We also do a lot of fermentations. Among our dairy ferments are both yogurt and skyr. We strain/drain them both to thicken them up, and save the whey to use in the bread as well. They bring additional flavour but also lactobacilli up the yingyang and additional protein. Makes the bread rise well. I particularly like the skyr whey for that -- it's a different mix of lactobacilli and smells a bit like butter.

I also use skyr as the culture for butter. Stir a tablespoon of skyr into a quart of cream, let it sit out for a couple-three days until it starts smelling good, then churn it. The buttermilk gets used in the bread occasionally, but I'm more likely to use it in a curry or just make a batch of sawmill gravy to go with biscuits and pork chops. Buttermilk in the bread makes the loaf smell like a gigantic stick of butter!

I've gotten starters three ways: steal one, start one with baker's yeast, and start naturally. Probably the house is now filled with locally-adapted strains of yeast after all these years of baking, fermenting and brewing.

They do get "tired" or mutate off the main track. Sometimes that's good, other times it's icky. Starting a new one is simple, but it takes some use before it starts to balance itself out.

O.H.

So..... have you got Kombucha and Jun SCOBYs as well? How about Kefir grains?
 

kelbro

Alfred Spatchcock
I bought some starter from a bakery in SF while I was working in the Bay Area. 17-18 yrs ago, I think. Used it in TX, AZ and now NC. Keep probably 50-80g in a pint mason jar with the lid left a little loose. Stays in the fridge until the night before I plan to bake. I add 80-90g of room-temp spring water and the same weight of flour. Most often it's APF but sometimes I mix in some WW. It pretty much doubles overnight sitting on the counter. I dump most of that in my water/flour mix with a little salt and put the jar back in the fridge until next week. I've gone three weeks between bakes several time and probably 4 or 5 weeks once or twice. Starters are pretty robust. My bread tastes about the same as it ever did. Different flours, different waters. Must still have something or another from the original yeasties/bacteria.
 

Old Hippie

Somewhere between 61 and dead
So..... have you got Kombucha and Jun SCOBYs as well? How about Kefir grains?
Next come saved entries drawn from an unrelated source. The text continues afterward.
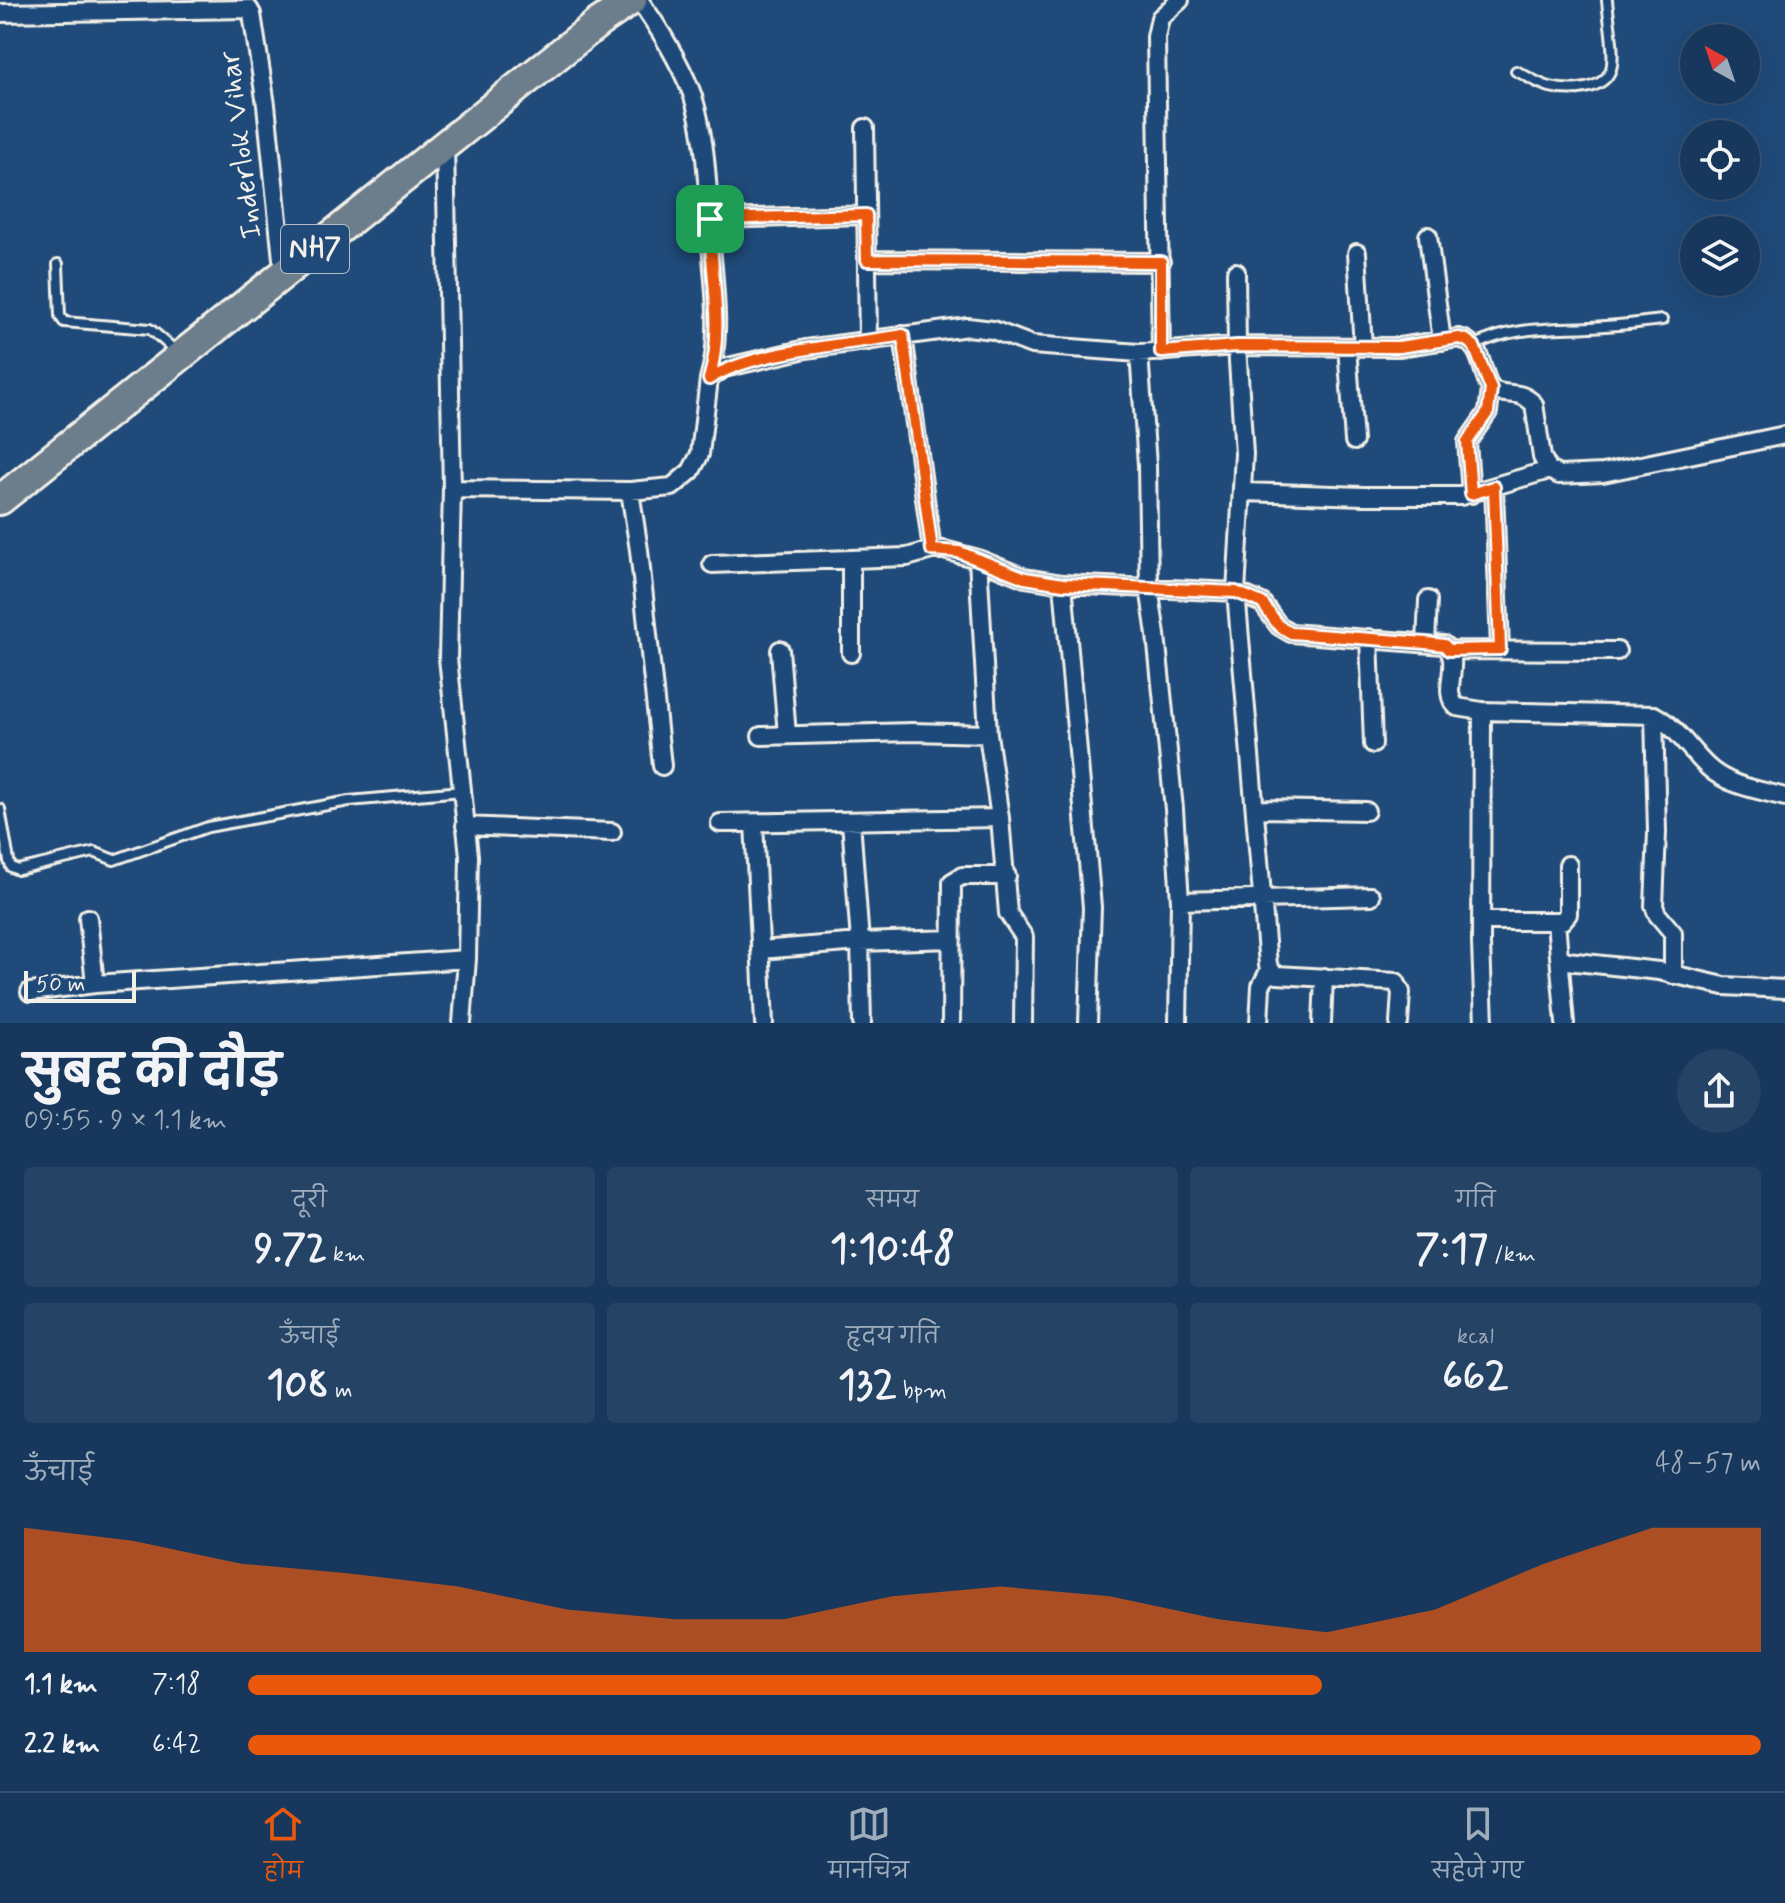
<!DOCTYPE html>
<html lang="hi">
<meta charset="utf-8">
<style>
:root{--surface:#17385c;--page:#244365;--text:#f1f3f6;--muted:#9eacbb;--line:#365272;--accent:#ea580c}
body{margin:0;font-family:Mynerve,"Playpen Sans Deva",sans-serif;background:var(--page);color:var(--text);height:100vh;display:flex;flex-direction:column;font-size:30px;white-space:nowrap}
*{box-sizing:border-box;margin:0}
p{font-size:26px;color:var(--muted)}
.icon{flex:none;width:44px;height:44px;fill:none;stroke:currentColor;stroke-width:2;stroke-linecap:round;stroke-linejoin:round}
.map{position:relative;height:1023px;overflow:hidden}
.panel{display:flex;flex-direction:column;background:var(--surface);flex:1}
.panel>*{flex:none}
.needle{width:52px;rotate:320deg}
.tools{position:absolute;left:1680px;top:24px;display:grid;gap:16px}
.tools a{display:grid;place-items:center;width:80px;height:80px;border-radius:50%;background:var(--surface);box-shadow:0 8px 32px #0002,0 0 0 2px var(--line);font-size:40px}
.scale{position:absolute;left:24px;bottom:20px;width:112px;box-sizing:border-box;padding-left:8px;border:4px solid #f4f1e8;border-top:0;font-size:22px;line-height:28px;white-space:nowrap;color:#f4f1e8;-webkit-text-stroke:6px #1f4a7a;paint-order:stroke}
.pin{position:absolute;display:grid;place-items:center;width:68px;height:68px;color:#fff;margin:-34px;border-radius:16px;box-shadow:0 4px 12px #0006}
.round{display:grid;place-items:center;flex:none;width:84px;height:84px;border-radius:42px;background:var(--page)}
.summary{display:flex;align-items:center;justify-content:space-between;height:136px;padding:0 24px}
h1{font-size:44px;font-weight:700;line-height:60px}
.figures{display:grid;grid-template-columns:repeat(3,1fr);gap:12px;height:136px;padding:8px 24px}
.figures div{display:grid;align-content:center;border-radius:8px;background:var(--page);text-align:center}
.figures b{font-size:40px;font-weight:700}
.figures small{font-size:22px;font-weight:400}
.figures p{font-size:22px}
.chart{height:224px;padding:16px 24px}
.chart p{display:flex;justify-content:space-between}
.chart svg{width:100%;height:144px;margin-top:8px;fill:var(--accent);opacity:.7}
ul{padding:0 24px;list-style:none;font-size:26px}
li{display:grid;grid-template-columns:128px 96px 1fr;align-items:center;height:60px}
li i{height:20px;border-radius:10px;background:var(--accent)}
.tabs{display:flex;justify-content:space-around;align-items:center;height:112px;border-top:2px solid var(--line);background:var(--surface);font-size:22px;color:var(--muted)}
.tabs a{display:grid;justify-items:center;gap:4px}
.tabs .on{color:var(--accent)}
.map>svg:first-child{display:block}
.lines{fill:none;stroke-linecap:round;stroke-linejoin:round}
.service-casing{stroke:#f4f1e8;stroke-width:14}
.minor-casing{stroke:#f4f1e8;stroke-width:22}
.trunk-casing{stroke:#f4f1e8;stroke-width:34}
.service{stroke:#1f4a7a;stroke-width:8}
.minor{stroke:#1f4a7a;stroke-width:16}
.trunk{stroke:#6c7d8c;stroke-width:28}
.route-casing{stroke:#fff;stroke-width:16}
.route{stroke:#ea580c;stroke-width:10}
.labels{text-anchor:middle;dominant-baseline:central;stroke-width:8;stroke-linejoin:round;paint-order:stroke}
.shield{fill:#1f4a7a;stroke:#b4bfc7;stroke-width:2}
.shield-label{font-size:28px;font-weight:bold;fill:#f4f1e8}
.street-label{font-size:30px;fill:#f4f1e8;stroke:#1f4a7a}
</style>
<div class="map">
<svg width="1785" height="1023" viewBox="0 0 1785 1023">
<rect width="100%" height="100%" fill="#1f4a7a"/>
<filter id="ink" filterUnits="userSpaceOnUse"><feTurbulence type="fractalNoise" baseFrequency=".0125" numOctaves="2"/><feDisplacementMap in="SourceGraphic" scale="16" xChannelSelector="R" yChannelSelector="G"/><feConvolveMatrix kernelMatrix="1 2 1 2 8 2 1 2 1" color-interpolation-filters="sRGB"/></filter>
<g filter="url(#ink)">
<g class="lines">
<defs>
<path id="service" d="M1516 71C1527 76 1538 84 1550 87 1569 92 1604 91 1611 69 1616 53 1608 17 1607 0
M58 264 60 316 64 322 150 329 170 346
M1474 346C1514 324 1562 330 1605 326 1624 325 1643 322 1662 320
M0 809 9 861 11 867 18 870 94 852 114 860 208 827 349 801 462 791"/>
<path id="minor" d="M639 0C659 28 678 59 691 91 707 134 708 198 711 244 714 288 722 336 709 379
M0 13 249 9 252 14 266 105 282 259
M865 128 868 341
M445 145 452 489 630 491 672 487 691 471 700 454 709 379 724 368 806 349 968 327 993 330 1032 345 1139 353 1237 346 1399 347 1459 338C1483 344 1480 370 1491 389 1508 398 1518 388 1534 404L1542 457 1549 470 1559 475 1603 473 1785 435
M710 219 866 215
M1428 236 1442 341
M1357 253 1363 347
M867 260 1161 262
M1236 272 1237 346 1244 454 1236 592 1268 965 1273 973 1277 975 1396 982 1401 992 1399 1023
M903 335 932 550
M1347 347 1354 441
M1161 352 1156 37 1160 18 1180 0
M1139 353 1147 465 1149 587 1156 635 1174 809 1180 901 1178 1023
M1494 487 1500 649
M452 489 448 658 469 856 467 959 462 1023
M630 491 639 550 662 766
M1244 492 1363 496H1461L1549 470
M1471 494 1467 442 1488 412 1491 389
M851 559V653
M712 564 907 557 932 550H944L978 559 1025 578 1063 584 1236 592 1262 603 1279 626 1291 633 1444 645C1464 661 1439 691 1457 707L1482 711 1654 715C1677 727 1690 751 1709 768 1729 786 1759 790 1785 797
M1063 584 1092 907 1088 1023
M1369 638 1373 744
M1426 643 1428 600
M780 650 787 735
M1449 650 1617 651
M1482 711 1481 944 1484 1023
M1654 715 1657 832 1654 906 1657 914 1673 933V975
M761 736 912 732 988 734
M1256 809 1366 811
M1000 818 1008 913 1024 937 1023 1023
M851 821 860 942 862 1023
M720 823 1000 818 988 734 978 559
M754 823 764 1023
M465 826 612 832
M1180 901 1371 896
M88 918 95 984
M1481 921H1562L1568 914V865
M1556 922 1559 956 1567 961 1659 971 1724 986 1785 989
M760 950 860 942 952 939
M1559 956 1565 1023
M30 992 95 984 467 959
M951 1023 952 882 962 876H1007
M1259 1023 1261 986 1270 969
M1322 1023 1324 977"/>
<path id="trunk" d="M0 500 598 23 632 0"/>
</defs>
<!-- service casing -->
<use href="#service" class="service-casing"/>
<!-- minor casing -->
<use href="#minor" class="minor-casing"/>
<!-- trunk casing -->
<use href="#trunk" class="trunk-casing"/>
<!-- service -->
<use href="#service" class="service"/>
<!-- minor -->
<use href="#minor" class="minor"/>
<!-- trunk -->
<use href="#trunk" class="trunk"/>
</g>
</g>
<g class="lines" filter="url(#ink)">
<defs>
<path id="route" d="M866 215 867 260 1161 262V352L1237 346 1399 347 1459 338 1466 340 1474 346 1491 389 1488 412 1467 442 1471 494 1494 487 1500 649 1449 650 1444 645 1426 643 1291 633 1279 626 1262 603 1236 592 1063 584 1025 578 959 552 932 550 903 335C849 345 753 350 709 379 725 328 710 271 710 219Z"/>
</defs>
<!-- route casing -->
<use href="#route" class="route-casing"/>
<!-- route -->
<use href="#route" class="route"/>
</g>
<g class="labels">
<!-- shield labels -->
<rect class="shield" x="281" y="225" width="68" height="48" rx="6"/>
<g class="shield-label">
<text x="315" y="249">NH7</text>
</g>
<!-- street labels -->
<g class="street-label">
<text transform="translate(241 145) rotate(-97)">Inderlok Vihar</text>
</g>
</g>
</svg>
<div class="tools">
<a><svg class="needle" viewBox="-14 -14 28 28"><path d="M0-13l5 13h-10z" fill="#e53935"/><path d="M0 13l5-13h-10z" fill="#9eacbb"/></svg></a>
<a><svg class="icon" aria-label="locate" viewBox="0 0 24 24"><circle cx="12" cy="12" r="6"/><path d="M12 2v4M12 18v4M2 12h4M18 12h4"/></svg></a>
<a><svg class="icon" aria-label="layers" viewBox="0 0 24 24"><path d="M12 4l9 5-9 5-9-5zM3 14l9 5 9-5"/></svg></a>
</div>
<div class="scale">50 m</div>
<div class="pin" style="left:710px;top:219px;background:#1e9e55"><svg class="icon" aria-label="arrive" viewBox="0 0 24 24"><path d="M6 21V4h12l-3 4 3 4H6"/></svg></div>
</div>
<section class="panel">
<div class="summary"><div><h1>सुबह की दौड़</h1><p>09:55 · 9 × 1.1 km</p></div><a class="round"><svg class="icon" aria-label="share" viewBox="0 0 24 24"><path d="M12 15V3M7 8l5-5 5 5M5 13v7h14v-7"/></svg></a></div>
<div class="figures">
<div><p>दूरी</p><b>9.72<small> km</small></b></div>
<div><p>समय</p><b>1:10:48</b></div>
<div><p>गति</p><b>7:17<small> /km</small></b></div>
</div>
<div class="figures">
<div><p>ऊँचाई</p><b>108<small> m</small></b></div>
<div><p>हृदय गति</p><b>132<small> bpm</small></b></div>
<div><p>kcal</p><b>662</b></div>
</div>
<div class="chart"><p><span>ऊँचाई</span>48–57 m</p>
<svg viewBox="0 0 160 44" preserveAspectRatio="none"><path d="M0 44V6L10 10L20 17L30 20L40 24L50 31L60 34L70 34L80 27L90 24L100 27L110 34L120 38L130 31L140 17L150 6L160 6V44z"/></svg>
</div>
<ul>
<li><b>1.1 km</b>7:18<i style="width:71%"></i></li>
<li><b>2.2 km</b>6:42<i style="width:100%"></i></li>
</ul>
</section>
<nav class="tabs">
<a class="on"><svg class="icon" aria-label="home" viewBox="0 0 24 24"><path d="M3 11l9-7 9 7M6 9v11h12V9"/></svg>होम</a>
<a><svg class="icon" aria-label="map" viewBox="0 0 24 24"><path d="M3 6l6-2 6 2 6-2v14l-6 2-6-2-6 2zM9 4v14M15 6v14"/></svg>मानचित्र</a>
<a><svg class="icon" aria-label="saved" viewBox="0 0 24 24"><path d="M7 4h10v16l-5-4-5 4z"/></svg>सहेजे गए</a>
</nav>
Nope. :) Sufficiently tea-phobic that mouldy tea just sounds gross.

But what DO we ferment? Lessee, here...two kinds sourdough, fermented pickles, sauerkraut, kimchi, fermented ketchup, fermented tomato paste, yogurt, skyr, butter & buttermilk, cheese, wine, beer, mead, tempeh, miso, dosas, curtido, sausage, pancetta, guanciale, lardo. There must be more; that's a really short-looking list. But let's just say that fermentation happens.

O.H.
 
Nope. :) Sufficiently tea-phobic that mouldy tea just sounds gross.

But what DO we ferment? Lessee, here...two kinds sourdough, fermented pickles, sauerkraut, kimchi, fermented ketchup, fermented tomato paste, yogurt, skyr, butter & buttermilk, cheese, wine, beer, mead, tempeh, miso, dosas, curtido, sausage, pancetta, guanciale, lardo. There must be more; that's a really short-looking list. But let's just say that fermentation happens.

O.H.

I'm getting "regular" just reading this.